People in business often calculate the average weighted mean formula to evaluate the average prices of goods purchased from different vendors where the quantity is considered the weight. It gives a businessman a better understanding of his expenses.

One can apply the weighted mean formula to calculate the average returns from a portfolio comprising different financial instruments. For instance, let us assume equity consists of 80% of a portfolio and debt balance 20%. The returns from equity are 50% and from debt are 10%. The simple average would be (50%+10%)/2, which is 30%.

It gives a wrong understanding of the returns, as equity constitutes most of the portfolio. Hence, we calculate a weighted average, which works out to be 42%. This number of 42% is much closer to equity returns of 50%, as equity accounts for most of the portfolio. In other words, the returns pull by an equity weight of 80%.

### Weighted Mean Vs Mean

Let us understand the differences between weighted mean and mean through the comparison below.

#### Weighted Mean

• Incorporates weights assigned to each value based on their relative importance or contribution.
• Calculated by multiplying each value by its corresponding weight and dividing the sum of these products by the sum of the weights.
• Useful when certain values have more significance or relevance than others in the dataset.
• Commonly used in finance, economics, and education to calculate averages where some data points carry more weight.

#### Mean

• A simple average is calculated by summing up all values and dividing by the total number of values.
• Treats each value equally without considering their relative importance or contribution.
• Suitable for datasets where all values have equal significance.
• Widely used in basic statistical analysis and everyday calculations.
• It may not accurately reflect the true average when certain values significantly deviate from the others or have varying degrees of importance.

How to use the weighted mean formula?

The weighted mean is calculated by multiplying the weight or probability connected with a specific event or results with the quantitative outcome and then combining all the products.

How to get the weighted mean formula?

The formula for calculating the weighted average is the sum of all the variables multiplied by their weight. Then, one must divide it by the sum of the weights.

Can I use the weighted mean formula for non-numerical data?

The weighted mean formula is typically used for numerical data.

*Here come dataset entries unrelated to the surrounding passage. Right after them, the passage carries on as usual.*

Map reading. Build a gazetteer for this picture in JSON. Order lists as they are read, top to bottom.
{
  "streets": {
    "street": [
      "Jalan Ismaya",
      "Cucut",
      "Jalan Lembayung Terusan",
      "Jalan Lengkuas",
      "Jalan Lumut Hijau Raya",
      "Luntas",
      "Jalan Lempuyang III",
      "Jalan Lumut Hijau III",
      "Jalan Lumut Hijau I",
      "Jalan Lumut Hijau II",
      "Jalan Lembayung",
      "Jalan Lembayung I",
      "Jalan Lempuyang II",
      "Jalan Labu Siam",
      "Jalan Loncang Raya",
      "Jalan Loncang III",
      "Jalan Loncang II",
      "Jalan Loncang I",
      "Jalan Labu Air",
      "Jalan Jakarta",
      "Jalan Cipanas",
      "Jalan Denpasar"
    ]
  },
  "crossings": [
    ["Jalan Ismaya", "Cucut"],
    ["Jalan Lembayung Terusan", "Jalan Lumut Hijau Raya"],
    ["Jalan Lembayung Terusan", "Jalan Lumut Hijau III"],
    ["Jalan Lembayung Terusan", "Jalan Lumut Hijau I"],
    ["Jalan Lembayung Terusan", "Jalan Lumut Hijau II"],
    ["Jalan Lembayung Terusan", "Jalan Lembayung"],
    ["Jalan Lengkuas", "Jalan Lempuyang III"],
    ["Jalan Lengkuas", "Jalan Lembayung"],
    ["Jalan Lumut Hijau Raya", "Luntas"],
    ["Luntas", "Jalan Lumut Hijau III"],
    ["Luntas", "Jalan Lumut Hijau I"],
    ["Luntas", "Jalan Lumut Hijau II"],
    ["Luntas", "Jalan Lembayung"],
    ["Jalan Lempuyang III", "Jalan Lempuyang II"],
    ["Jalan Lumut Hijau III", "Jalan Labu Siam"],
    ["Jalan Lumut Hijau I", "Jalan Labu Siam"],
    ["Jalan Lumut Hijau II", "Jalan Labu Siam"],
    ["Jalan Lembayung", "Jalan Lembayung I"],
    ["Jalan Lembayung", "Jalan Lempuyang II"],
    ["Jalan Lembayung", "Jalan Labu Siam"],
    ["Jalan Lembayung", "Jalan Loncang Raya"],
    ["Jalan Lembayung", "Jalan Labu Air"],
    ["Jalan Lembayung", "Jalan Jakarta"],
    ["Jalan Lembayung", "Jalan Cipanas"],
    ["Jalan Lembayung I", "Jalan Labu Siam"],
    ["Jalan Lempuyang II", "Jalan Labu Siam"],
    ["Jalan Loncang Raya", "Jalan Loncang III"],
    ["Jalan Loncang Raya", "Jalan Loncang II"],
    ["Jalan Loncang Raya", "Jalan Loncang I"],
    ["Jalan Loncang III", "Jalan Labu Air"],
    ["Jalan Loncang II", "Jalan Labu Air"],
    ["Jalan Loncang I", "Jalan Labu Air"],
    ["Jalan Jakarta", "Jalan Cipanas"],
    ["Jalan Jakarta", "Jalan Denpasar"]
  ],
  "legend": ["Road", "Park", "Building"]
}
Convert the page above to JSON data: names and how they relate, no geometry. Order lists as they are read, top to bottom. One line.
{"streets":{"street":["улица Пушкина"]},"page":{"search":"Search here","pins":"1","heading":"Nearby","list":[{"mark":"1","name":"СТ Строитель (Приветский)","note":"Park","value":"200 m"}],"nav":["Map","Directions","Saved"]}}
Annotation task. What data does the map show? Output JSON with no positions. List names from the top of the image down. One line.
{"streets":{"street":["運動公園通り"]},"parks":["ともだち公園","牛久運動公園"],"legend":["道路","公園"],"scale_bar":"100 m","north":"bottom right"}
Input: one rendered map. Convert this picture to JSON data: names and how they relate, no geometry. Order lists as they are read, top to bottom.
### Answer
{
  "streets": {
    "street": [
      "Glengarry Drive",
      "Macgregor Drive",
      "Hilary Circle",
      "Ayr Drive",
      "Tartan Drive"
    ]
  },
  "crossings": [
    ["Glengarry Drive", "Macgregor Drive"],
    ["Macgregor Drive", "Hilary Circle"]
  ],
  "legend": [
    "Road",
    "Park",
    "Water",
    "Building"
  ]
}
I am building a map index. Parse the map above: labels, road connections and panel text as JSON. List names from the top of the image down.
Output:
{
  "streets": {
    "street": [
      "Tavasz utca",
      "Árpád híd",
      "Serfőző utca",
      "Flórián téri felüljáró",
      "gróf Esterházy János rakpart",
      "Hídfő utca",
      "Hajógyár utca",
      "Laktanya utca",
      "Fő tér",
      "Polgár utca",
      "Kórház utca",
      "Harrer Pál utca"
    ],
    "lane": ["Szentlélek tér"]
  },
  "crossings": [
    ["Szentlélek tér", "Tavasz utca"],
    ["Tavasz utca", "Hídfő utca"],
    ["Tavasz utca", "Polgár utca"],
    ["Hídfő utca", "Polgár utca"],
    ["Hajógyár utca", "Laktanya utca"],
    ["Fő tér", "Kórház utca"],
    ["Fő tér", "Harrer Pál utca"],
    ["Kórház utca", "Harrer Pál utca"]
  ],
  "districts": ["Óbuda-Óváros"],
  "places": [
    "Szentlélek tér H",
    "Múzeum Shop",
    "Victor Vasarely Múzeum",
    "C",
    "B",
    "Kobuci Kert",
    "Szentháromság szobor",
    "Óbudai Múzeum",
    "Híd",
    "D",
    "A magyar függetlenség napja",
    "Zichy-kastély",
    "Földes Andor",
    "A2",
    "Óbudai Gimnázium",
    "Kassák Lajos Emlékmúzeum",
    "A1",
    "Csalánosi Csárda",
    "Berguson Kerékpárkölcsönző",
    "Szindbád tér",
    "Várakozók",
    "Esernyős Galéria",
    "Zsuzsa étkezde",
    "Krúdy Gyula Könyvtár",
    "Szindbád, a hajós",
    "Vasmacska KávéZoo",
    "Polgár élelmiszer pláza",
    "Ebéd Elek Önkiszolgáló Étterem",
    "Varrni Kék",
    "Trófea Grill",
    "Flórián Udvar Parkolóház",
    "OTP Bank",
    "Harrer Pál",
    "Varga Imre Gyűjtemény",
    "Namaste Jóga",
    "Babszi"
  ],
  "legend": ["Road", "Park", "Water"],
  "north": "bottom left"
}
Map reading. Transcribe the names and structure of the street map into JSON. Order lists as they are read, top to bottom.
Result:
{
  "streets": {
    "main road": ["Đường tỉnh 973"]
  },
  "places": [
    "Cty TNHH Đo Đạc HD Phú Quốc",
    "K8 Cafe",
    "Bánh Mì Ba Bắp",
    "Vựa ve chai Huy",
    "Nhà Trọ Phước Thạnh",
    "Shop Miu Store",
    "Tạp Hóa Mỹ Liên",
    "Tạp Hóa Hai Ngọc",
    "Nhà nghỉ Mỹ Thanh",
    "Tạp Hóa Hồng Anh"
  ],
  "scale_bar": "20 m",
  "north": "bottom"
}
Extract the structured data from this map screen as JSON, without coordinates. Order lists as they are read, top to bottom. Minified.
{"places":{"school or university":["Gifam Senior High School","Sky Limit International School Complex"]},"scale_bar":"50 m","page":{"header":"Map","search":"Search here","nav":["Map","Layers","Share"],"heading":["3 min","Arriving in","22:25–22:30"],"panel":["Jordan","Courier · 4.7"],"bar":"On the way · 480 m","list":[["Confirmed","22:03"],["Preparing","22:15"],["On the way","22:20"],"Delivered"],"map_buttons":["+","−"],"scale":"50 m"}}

If you have non-numerical data, you may need to assign numerical values or scores to each category or use alternative methods for calculating the average.

Where is the weighted average used?

Weighted averages are used in statistical analysis, stock portfolios, and teacher grading averages. Moreover, it is an essential tool in accounting for stock fluctuations, uneven or misrepresented data, and assuring the same data points are equal in the represented proportion.